Stored data
________________________
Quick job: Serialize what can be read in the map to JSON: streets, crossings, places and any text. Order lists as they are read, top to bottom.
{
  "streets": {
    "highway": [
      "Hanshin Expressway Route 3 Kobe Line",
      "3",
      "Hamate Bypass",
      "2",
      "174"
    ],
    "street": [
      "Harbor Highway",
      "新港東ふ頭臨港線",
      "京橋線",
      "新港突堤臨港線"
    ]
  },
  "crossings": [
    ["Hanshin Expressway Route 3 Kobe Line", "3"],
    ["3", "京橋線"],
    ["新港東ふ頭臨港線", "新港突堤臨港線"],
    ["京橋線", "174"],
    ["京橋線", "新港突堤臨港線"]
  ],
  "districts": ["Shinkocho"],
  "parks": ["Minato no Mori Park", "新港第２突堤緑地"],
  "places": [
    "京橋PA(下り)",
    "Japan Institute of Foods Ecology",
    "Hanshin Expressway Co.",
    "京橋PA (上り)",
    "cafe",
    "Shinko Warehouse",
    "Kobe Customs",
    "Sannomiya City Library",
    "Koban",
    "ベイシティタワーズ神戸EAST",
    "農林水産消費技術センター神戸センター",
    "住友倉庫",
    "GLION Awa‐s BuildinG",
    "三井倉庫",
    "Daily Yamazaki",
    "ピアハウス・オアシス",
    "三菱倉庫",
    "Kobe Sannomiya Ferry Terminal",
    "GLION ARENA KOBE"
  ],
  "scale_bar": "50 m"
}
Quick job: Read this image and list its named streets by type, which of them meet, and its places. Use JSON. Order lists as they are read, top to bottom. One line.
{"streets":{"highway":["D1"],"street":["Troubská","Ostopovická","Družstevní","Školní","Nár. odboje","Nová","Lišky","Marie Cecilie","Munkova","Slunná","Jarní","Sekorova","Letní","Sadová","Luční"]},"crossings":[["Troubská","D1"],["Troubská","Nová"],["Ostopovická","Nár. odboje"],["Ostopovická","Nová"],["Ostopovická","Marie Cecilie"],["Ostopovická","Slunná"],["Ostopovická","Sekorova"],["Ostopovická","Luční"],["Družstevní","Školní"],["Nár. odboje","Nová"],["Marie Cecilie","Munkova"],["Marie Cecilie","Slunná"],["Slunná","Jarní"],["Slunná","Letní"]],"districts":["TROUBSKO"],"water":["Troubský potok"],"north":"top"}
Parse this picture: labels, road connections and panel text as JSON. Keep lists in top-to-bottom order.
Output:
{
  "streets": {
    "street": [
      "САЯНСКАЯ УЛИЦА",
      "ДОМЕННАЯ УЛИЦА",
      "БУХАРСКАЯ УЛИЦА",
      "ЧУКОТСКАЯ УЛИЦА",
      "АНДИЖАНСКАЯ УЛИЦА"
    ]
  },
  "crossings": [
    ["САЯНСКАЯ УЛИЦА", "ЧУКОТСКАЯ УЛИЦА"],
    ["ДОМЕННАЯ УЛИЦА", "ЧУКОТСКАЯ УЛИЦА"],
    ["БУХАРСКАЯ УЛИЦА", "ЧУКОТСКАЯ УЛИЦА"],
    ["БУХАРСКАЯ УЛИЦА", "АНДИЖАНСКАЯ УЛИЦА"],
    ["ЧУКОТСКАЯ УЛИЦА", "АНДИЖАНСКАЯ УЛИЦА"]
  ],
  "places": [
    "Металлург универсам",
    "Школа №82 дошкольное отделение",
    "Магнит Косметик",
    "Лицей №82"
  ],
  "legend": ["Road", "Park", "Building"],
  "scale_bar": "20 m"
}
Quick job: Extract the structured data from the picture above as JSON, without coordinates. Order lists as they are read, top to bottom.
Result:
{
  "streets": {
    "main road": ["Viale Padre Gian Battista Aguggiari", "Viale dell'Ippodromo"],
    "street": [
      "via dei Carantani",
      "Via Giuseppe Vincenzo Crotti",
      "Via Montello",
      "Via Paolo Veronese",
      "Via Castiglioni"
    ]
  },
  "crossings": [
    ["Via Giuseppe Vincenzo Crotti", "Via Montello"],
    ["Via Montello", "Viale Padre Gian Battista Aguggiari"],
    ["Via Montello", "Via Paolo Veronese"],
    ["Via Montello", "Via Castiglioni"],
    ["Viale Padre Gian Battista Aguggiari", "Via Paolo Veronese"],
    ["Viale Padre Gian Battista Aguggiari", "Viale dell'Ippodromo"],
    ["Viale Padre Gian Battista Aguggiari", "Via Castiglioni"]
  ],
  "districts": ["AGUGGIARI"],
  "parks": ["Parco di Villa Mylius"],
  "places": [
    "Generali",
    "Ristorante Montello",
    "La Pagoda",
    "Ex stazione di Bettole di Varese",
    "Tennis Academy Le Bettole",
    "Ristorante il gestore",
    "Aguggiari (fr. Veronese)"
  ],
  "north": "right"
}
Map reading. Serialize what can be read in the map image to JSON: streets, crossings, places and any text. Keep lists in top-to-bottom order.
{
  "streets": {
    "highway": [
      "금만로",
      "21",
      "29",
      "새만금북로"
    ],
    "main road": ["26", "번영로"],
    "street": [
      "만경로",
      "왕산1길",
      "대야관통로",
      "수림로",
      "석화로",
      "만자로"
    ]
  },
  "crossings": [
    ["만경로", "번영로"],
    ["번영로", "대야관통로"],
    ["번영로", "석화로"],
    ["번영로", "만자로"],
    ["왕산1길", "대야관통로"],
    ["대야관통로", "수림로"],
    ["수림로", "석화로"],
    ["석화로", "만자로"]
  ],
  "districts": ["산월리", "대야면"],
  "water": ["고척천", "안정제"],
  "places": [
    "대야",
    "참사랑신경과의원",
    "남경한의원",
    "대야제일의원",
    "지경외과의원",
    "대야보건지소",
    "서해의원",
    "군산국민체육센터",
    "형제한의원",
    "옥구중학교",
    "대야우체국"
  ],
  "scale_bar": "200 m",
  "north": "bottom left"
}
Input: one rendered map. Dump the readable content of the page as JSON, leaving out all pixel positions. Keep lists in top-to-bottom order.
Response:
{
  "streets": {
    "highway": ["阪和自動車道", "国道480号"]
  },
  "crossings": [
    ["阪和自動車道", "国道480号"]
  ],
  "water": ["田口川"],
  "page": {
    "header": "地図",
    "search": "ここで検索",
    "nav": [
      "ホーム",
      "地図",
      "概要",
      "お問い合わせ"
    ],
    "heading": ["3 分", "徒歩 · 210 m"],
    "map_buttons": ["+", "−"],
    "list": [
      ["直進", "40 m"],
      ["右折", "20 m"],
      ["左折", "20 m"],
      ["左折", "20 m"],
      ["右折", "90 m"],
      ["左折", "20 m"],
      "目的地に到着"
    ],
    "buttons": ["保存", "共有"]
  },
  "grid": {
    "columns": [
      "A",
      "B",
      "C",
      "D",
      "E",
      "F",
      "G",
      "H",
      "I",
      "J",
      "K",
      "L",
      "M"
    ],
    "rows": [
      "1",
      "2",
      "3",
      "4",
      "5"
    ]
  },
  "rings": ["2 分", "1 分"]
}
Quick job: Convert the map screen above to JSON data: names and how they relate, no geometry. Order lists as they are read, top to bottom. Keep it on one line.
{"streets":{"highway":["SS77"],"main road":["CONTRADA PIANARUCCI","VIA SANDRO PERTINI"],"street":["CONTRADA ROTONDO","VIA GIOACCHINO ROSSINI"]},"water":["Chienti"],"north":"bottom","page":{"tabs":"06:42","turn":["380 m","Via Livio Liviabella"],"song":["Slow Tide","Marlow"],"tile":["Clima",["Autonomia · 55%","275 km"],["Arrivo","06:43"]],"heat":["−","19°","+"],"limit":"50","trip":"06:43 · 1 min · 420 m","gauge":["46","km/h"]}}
________________________
> [ABOUT THIS EXERCISE]
Reproduce each record shown above without altering a single word.

> [SOLVED PROBLEM]
Quick job: Serialize what can be read in the map to JSON: streets, crossings, places and any text. Order lists as they are read, top to bottom.
{
  "streets": {
    "highway": [
      "Hanshin Expressway Route 3 Kobe Line",
      "3",
      "Hamate Bypass",
      "2",
      "174"
    ],
    "street": [
      "Harbor Highway",
      "新港東ふ頭臨港線",
      "京橋線",
      "新港突堤臨港線"
    ]
  },
  "crossings": [
    ["Hanshin Expressway Route 3 Kobe Line", "3"],
    ["3", "京橋線"],
    ["新港東ふ頭臨港線", "新港突堤臨港線"],
    ["京橋線", "174"],
    ["京橋線", "新港突堤臨港線"]
  ],
  "districts": ["Shinkocho"],
  "parks": ["Minato no Mori Park", "新港第２突堤緑地"],
  "places": [
    "京橋PA(下り)",
    "Japan Institute of Foods Ecology",
    "Hanshin Expressway Co.",
    "京橋PA (上り)",
    "cafe",
    "Shinko Warehouse",
    "Kobe Customs",
    "Sannomiya City Library",
    "Koban",
    "ベイシティタワーズ神戸EAST",
    "農林水産消費技術センター神戸センター",
    "住友倉庫",
    "GLION Awa‐s BuildinG",
    "三井倉庫",
    "Daily Yamazaki",
    "ピアハウス・オアシス",
    "三菱倉庫",
    "Kobe Sannomiya Ferry Terminal",
    "GLION ARENA KOBE"
  ],
  "scale_bar": "50 m"
}
Quick job: Read this image and list its named streets by type, which of them meet, and its places. Use JSON. Order lists as they are read, top to bottom. One line.
{"streets":{"highway":["D1"],"street":["Troubská","Ostopovická","Družstevní","Školní","Nár. odboje","Nová","Lišky","Marie Cecilie","Munkova","Slunná","Jarní","Sekorova","Letní","Sadová","Luční"]},"crossings":[["Troubská","D1"],["Troubská","Nová"],["Ostopovická","Nár. odboje"],["Ostopovická","Nová"],["Ostopovická","Marie Cecilie"],["Ostopovická","Slunná"],["Ostopovická","Sekorova"],["Ostopovická","Luční"],["Družstevní","Školní"],["Nár. odboje","Nová"],["Marie Cecilie","Munkova"],["Marie Cecilie","Slunná"],["Slunná","Jarní"],["Slunná","Letní"]],"districts":["TROUBSKO"],"water":["Troubský potok"],"north":"top"}
Parse this picture: labels, road connections and panel text as JSON. Keep lists in top-to-bottom order.
Output:
{
  "streets": {
    "street": [
      "САЯНСКАЯ УЛИЦА",
      "ДОМЕННАЯ УЛИЦА",
      "БУХАРСКАЯ УЛИЦА",
      "ЧУКОТСКАЯ УЛИЦА",
      "АНДИЖАНСКАЯ УЛИЦА"
    ]
  },
  "crossings": [
    ["САЯНСКАЯ УЛИЦА", "ЧУКОТСКАЯ УЛИЦА"],
    ["ДОМЕННАЯ УЛИЦА", "ЧУКОТСКАЯ УЛИЦА"],
    ["БУХАРСКАЯ УЛИЦА", "ЧУКОТСКАЯ УЛИЦА"],
    ["БУХАРСКАЯ УЛИЦА", "АНДИЖАНСКАЯ УЛИЦА"],
    ["ЧУКОТСКАЯ УЛИЦА", "АНДИЖАНСКАЯ УЛИЦА"]
  ],
  "places": [
    "Металлург универсам",
    "Школа №82 дошкольное отделение",
    "Магнит Косметик",
    "Лицей №82"
  ],
  "legend": ["Road", "Park", "Building"],
  "scale_bar": "20 m"
}
Quick job: Extract the structured data from the picture above as JSON, without coordinates. Order lists as they are read, top to bottom.
Result:
{
  "streets": {
    "main road": ["Viale Padre Gian Battista Aguggiari", "Viale dell'Ippodromo"],
    "street": [
      "via dei Carantani",
      "Via Giuseppe Vincenzo Crotti",
      "Via Montello",
      "Via Paolo Veronese",
      "Via Castiglioni"
    ]
  },
  "crossings": [
    ["Via Giuseppe Vincenzo Crotti", "Via Montello"],
    ["Via Montello", "Viale Padre Gian Battista Aguggiari"],
    ["Via Montello", "Via Paolo Veronese"],
    ["Via Montello", "Via Castiglioni"],
    ["Viale Padre Gian Battista Aguggiari", "Via Paolo Veronese"],
    ["Viale Padre Gian Battista Aguggiari", "Viale dell'Ippodromo"],
    ["Viale Padre Gian Battista Aguggiari", "Via Castiglioni"]
  ],
  "districts": ["AGUGGIARI"],
  "parks": ["Parco di Villa Mylius"],
  "places": [
    "Generali",
    "Ristorante Montello",
    "La Pagoda",
    "Ex stazione di Bettole di Varese",
    "Tennis Academy Le Bettole",
    "Ristorante il gestore",
    "Aguggiari (fr. Veronese)"
  ],
  "north": "right"
}
Map reading. Serialize what can be read in the map image to JSON: streets, crossings, places and any text. Keep lists in top-to-bottom order.
{
  "streets": {
    "highway": [
      "금만로",
      "21",
      "29",
      "새만금북로"
    ],
    "main road": ["26", "번영로"],
    "street": [
      "만경로",
      "왕산1길",
      "대야관통로",
      "수림로",
      "석화로",
      "만자로"
    ]
  },
  "crossings": [
    ["만경로", "번영로"],
    ["번영로", "대야관통로"],
    ["번영로", "석화로"],
    ["번영로", "만자로"],
    ["왕산1길", "대야관통로"],
    ["대야관통로", "수림로"],
    ["수림로", "석화로"],
    ["석화로", "만자로"]
  ],
  "districts": ["산월리", "대야면"],
  "water": ["고척천", "안정제"],
  "places": [
    "대야",
    "참사랑신경과의원",
    "남경한의원",
    "대야제일의원",
    "지경외과의원",
    "대야보건지소",
    "서해의원",
    "군산국민체육센터",
    "형제한의원",
    "옥구중학교",
    "대야우체국"
  ],
  "scale_bar": "200 m",
  "north": "bottom left"
}
Input: one rendered map. Dump the readable content of the page as JSON, leaving out all pixel positions. Keep lists in top-to-bottom order.
Response:
{
  "streets": {
    "highway": ["阪和自動車道", "国道480号"]
  },
  "crossings": [
    ["阪和自動車道", "国道480号"]
  ],
  "water": ["田口川"],
  "page": {
    "header": "地図",
    "search": "ここで検索",
    "nav": [
      "ホーム",
      "地図",
      "概要",
      "お問い合わせ"
    ],
    "heading": ["3 分", "徒歩 · 210 m"],
    "map_buttons": ["+", "−"],
    "list": [
      ["直進", "40 m"],
      ["右折", "20 m"],
      ["左折", "20 m"],
      ["左折", "20 m"],
      ["右折", "90 m"],
      ["左折", "20 m"],
      "目的地に到着"
    ],
    "buttons": ["保存", "共有"]
  },
  "grid": {
    "columns": [
      "A",
      "B",
      "C",
      "D",
      "E",
      "F",
      "G",
      "H",
      "I",
      "J",
      "K",
      "L",
      "M"
    ],
    "rows": [
      "1",
      "2",
      "3",
      "4",
      "5"
    ]
  },
  "rings": ["2 分", "1 分"]
}
Quick job: Convert the map screen above to JSON data: names and how they relate, no geometry. Order lists as they are read, top to bottom. Keep it on one line.
{"streets":{"highway":["SS77"],"main road":["CONTRADA PIANARUCCI","VIA SANDRO PERTINI"],"street":["CONTRADA ROTONDO","VIA GIOACCHINO ROSSINI"]},"water":["Chienti"],"north":"bottom","page":{"tabs":"06:42","turn":["380 m","Via Livio Liviabella"],"song":["Slow Tide","Marlow"],"tile":["Clima",["Autonomia · 55%","275 km"],["Arrivo","06:43"]],"heat":["−","19°","+"],"limit":"50","trip":"06:43 · 1 min · 420 m","gauge":["46","km/h"]}}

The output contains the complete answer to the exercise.